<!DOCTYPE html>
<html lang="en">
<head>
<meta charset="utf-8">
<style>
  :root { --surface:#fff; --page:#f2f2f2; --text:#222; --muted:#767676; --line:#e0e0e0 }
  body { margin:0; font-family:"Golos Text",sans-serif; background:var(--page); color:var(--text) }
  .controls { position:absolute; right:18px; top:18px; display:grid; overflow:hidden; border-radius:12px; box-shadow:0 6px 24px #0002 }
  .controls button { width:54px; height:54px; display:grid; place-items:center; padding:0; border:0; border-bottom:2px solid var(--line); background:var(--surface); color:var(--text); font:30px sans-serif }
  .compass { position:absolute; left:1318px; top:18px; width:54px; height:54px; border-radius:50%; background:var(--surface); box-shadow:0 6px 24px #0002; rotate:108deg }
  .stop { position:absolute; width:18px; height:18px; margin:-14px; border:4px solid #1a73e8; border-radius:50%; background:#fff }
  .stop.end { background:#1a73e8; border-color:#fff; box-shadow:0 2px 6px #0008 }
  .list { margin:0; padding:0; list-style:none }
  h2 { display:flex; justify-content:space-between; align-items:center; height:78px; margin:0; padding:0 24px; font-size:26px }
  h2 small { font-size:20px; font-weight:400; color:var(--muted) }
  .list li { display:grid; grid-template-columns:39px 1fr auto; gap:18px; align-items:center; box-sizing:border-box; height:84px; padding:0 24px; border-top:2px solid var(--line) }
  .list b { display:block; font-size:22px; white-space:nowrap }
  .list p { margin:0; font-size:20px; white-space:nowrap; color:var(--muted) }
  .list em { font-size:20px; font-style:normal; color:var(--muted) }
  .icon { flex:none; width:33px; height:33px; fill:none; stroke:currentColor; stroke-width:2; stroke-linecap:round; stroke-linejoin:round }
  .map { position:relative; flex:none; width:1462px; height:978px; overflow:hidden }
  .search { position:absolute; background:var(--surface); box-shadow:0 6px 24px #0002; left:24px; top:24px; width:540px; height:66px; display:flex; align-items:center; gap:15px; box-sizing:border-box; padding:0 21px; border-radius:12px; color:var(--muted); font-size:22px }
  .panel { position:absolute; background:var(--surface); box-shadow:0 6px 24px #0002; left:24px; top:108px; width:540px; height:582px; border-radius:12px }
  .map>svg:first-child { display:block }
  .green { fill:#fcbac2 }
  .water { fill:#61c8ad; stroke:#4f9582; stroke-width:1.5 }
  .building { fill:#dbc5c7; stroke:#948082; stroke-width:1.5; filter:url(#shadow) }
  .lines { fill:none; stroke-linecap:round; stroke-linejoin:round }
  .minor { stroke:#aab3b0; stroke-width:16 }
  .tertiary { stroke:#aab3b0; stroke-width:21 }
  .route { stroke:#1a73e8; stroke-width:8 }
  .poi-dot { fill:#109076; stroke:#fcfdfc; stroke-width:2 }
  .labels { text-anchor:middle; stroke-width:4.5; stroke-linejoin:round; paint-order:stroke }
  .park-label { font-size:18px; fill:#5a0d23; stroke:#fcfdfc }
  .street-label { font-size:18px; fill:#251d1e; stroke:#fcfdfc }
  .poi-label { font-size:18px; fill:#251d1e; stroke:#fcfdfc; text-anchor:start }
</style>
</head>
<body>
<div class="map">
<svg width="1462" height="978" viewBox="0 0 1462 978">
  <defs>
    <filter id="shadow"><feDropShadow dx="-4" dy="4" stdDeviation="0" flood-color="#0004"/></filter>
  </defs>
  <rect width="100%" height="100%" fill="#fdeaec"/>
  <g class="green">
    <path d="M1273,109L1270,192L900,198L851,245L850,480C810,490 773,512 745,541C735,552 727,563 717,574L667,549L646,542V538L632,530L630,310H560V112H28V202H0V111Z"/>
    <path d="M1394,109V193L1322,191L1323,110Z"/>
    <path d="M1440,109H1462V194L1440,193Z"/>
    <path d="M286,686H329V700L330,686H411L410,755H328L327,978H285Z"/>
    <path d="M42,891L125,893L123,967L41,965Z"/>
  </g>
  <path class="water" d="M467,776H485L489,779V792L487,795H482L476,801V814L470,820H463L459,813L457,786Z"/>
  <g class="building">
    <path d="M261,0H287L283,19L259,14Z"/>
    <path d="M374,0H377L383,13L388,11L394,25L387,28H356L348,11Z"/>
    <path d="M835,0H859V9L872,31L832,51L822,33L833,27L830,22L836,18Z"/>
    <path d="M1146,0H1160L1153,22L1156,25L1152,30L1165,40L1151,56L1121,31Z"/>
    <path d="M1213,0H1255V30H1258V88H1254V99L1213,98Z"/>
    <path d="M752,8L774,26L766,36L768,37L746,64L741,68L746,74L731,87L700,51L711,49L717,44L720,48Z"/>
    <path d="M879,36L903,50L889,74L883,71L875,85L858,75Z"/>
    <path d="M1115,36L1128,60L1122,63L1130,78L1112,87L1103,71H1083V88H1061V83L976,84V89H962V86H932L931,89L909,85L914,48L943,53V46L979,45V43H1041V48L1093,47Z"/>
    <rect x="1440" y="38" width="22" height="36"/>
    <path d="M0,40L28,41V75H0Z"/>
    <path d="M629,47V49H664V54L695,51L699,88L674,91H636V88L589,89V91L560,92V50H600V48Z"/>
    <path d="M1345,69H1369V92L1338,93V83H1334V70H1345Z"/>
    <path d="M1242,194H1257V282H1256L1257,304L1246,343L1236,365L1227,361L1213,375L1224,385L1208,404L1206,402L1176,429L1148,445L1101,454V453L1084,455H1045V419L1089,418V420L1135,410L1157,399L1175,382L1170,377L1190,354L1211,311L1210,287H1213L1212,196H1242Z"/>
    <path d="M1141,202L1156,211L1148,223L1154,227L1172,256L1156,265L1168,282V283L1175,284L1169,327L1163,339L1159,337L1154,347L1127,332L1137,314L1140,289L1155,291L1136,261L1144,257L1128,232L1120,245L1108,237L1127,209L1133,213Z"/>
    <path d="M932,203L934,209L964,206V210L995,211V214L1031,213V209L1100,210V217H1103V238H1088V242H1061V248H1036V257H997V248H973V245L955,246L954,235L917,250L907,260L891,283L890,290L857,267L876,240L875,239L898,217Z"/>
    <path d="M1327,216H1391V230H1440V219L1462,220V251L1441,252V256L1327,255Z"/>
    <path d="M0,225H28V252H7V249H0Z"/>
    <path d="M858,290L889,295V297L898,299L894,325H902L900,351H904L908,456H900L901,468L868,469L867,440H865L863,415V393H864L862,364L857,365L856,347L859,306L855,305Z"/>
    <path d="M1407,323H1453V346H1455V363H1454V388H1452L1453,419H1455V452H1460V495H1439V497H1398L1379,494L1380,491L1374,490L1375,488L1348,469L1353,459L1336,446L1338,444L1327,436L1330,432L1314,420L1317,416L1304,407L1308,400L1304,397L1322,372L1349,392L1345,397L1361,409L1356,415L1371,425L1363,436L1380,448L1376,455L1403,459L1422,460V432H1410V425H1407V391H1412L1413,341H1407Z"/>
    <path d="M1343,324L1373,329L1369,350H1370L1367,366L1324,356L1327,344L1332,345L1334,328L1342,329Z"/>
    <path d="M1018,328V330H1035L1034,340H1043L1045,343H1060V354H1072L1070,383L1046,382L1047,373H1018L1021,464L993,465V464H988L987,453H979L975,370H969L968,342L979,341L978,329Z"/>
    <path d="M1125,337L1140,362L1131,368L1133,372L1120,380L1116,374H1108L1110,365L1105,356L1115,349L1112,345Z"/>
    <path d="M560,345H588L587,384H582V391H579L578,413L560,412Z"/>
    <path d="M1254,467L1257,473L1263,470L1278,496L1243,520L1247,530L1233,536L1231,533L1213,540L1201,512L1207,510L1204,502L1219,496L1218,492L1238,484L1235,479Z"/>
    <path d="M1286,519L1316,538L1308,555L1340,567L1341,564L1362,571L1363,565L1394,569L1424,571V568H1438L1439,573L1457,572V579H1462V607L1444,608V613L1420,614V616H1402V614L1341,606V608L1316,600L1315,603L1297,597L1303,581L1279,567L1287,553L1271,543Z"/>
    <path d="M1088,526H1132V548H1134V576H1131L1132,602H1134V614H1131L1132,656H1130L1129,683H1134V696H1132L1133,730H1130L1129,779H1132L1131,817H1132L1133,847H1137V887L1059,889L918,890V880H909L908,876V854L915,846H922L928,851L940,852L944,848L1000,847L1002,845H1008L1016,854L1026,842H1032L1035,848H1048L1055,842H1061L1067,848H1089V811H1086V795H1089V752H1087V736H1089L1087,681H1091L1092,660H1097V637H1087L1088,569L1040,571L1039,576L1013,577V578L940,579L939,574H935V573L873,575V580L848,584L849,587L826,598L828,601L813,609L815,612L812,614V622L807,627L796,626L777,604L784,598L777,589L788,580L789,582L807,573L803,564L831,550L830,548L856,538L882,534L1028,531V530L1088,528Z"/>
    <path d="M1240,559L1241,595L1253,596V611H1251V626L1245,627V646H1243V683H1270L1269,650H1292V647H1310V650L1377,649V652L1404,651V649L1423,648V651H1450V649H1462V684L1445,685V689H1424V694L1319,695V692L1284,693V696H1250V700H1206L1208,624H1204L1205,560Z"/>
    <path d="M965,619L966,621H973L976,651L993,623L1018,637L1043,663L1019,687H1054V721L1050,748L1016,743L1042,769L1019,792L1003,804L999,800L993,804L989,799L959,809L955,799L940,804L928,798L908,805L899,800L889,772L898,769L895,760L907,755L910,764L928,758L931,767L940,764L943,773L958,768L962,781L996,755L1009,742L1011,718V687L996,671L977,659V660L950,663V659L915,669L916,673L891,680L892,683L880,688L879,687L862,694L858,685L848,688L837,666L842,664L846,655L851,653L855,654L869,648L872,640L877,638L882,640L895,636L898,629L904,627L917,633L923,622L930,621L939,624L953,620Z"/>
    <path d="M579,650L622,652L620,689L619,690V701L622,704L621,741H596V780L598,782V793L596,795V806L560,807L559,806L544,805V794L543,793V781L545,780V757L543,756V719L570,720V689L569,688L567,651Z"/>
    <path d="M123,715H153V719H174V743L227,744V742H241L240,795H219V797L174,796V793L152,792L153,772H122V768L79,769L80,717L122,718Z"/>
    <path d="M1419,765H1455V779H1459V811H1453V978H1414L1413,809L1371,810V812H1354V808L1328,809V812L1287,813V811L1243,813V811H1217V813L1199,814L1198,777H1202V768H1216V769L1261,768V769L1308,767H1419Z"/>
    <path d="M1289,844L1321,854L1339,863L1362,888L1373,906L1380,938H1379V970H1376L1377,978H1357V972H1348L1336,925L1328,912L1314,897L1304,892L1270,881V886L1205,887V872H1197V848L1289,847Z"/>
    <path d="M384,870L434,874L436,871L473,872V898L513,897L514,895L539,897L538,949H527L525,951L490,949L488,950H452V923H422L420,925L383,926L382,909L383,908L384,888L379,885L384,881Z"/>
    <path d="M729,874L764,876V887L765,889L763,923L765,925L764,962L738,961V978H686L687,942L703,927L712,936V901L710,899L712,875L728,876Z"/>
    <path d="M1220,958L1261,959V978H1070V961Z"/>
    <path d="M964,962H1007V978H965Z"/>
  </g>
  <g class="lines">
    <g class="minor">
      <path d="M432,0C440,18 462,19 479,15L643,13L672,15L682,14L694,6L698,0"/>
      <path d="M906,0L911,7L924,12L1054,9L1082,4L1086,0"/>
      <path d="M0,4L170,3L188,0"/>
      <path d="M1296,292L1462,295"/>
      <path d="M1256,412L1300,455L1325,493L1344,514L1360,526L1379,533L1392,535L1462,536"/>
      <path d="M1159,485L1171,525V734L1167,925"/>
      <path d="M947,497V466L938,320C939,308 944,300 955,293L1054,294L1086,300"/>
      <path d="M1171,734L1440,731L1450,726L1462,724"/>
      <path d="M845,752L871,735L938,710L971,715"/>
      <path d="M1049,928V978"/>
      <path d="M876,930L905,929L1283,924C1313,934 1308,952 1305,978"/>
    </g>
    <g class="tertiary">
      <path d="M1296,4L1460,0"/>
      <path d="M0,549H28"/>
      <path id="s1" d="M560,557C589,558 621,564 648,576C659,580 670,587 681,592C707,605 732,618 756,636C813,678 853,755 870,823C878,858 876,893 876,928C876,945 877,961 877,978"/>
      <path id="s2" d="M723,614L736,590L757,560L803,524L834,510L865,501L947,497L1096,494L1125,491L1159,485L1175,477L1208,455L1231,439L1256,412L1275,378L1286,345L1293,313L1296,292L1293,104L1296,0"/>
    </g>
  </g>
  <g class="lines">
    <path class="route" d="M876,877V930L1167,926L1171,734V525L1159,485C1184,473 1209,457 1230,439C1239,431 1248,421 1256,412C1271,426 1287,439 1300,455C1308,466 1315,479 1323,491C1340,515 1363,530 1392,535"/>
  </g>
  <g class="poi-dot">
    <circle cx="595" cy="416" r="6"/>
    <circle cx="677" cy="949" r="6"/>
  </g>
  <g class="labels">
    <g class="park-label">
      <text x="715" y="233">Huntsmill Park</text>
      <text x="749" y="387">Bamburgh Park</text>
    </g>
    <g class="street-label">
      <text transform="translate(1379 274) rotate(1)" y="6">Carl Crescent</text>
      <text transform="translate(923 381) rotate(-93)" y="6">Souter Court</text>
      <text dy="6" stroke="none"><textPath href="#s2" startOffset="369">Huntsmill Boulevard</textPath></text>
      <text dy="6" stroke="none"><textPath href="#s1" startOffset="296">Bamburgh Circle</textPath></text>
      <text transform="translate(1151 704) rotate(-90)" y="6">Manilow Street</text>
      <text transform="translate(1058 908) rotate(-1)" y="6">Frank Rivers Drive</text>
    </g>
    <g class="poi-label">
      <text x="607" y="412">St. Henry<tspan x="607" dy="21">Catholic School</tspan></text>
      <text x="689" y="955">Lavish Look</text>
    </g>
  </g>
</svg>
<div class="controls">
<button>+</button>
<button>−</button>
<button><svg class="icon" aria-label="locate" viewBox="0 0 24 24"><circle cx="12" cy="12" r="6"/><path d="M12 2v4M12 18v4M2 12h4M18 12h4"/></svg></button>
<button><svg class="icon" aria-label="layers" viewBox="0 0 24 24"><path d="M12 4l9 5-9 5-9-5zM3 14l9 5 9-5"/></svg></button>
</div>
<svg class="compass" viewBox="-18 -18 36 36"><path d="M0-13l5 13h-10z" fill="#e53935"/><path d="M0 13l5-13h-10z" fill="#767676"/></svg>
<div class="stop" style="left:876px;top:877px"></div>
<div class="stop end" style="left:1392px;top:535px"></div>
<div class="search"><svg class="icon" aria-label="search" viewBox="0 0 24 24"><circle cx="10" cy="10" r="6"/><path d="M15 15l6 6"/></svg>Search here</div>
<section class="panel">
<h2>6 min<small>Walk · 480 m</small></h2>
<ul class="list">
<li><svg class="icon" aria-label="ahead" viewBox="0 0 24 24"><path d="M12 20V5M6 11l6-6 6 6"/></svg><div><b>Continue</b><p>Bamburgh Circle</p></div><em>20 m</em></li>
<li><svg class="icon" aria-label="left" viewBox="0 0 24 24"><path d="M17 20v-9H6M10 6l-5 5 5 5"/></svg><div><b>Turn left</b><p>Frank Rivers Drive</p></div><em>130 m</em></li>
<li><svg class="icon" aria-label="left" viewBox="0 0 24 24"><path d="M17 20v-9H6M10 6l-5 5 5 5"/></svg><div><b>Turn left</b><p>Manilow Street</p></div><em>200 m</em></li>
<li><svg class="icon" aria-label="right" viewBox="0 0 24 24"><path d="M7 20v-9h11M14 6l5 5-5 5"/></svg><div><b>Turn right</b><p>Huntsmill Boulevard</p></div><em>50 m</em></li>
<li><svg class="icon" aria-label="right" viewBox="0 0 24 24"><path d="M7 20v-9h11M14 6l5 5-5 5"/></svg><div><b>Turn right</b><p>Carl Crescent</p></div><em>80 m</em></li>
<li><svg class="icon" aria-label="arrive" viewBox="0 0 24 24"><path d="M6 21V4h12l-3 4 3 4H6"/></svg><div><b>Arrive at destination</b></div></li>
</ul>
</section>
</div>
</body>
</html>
——————
**EXERCISE DETAILS:** The answer must consist of every line in the records above that contains the word "serif".

**WRITTEN REPLY:**
  body { margin:0; font-family:"Golos Text",sans-serif; background:var(--page); color:var(--text) }
  .controls button { width:54px; height:54px; display:grid; place-items:center; padding:0; border:0; border-bottom:2px solid var(--line); background:var(--surface); color:var(--text); font:30px sans-serif }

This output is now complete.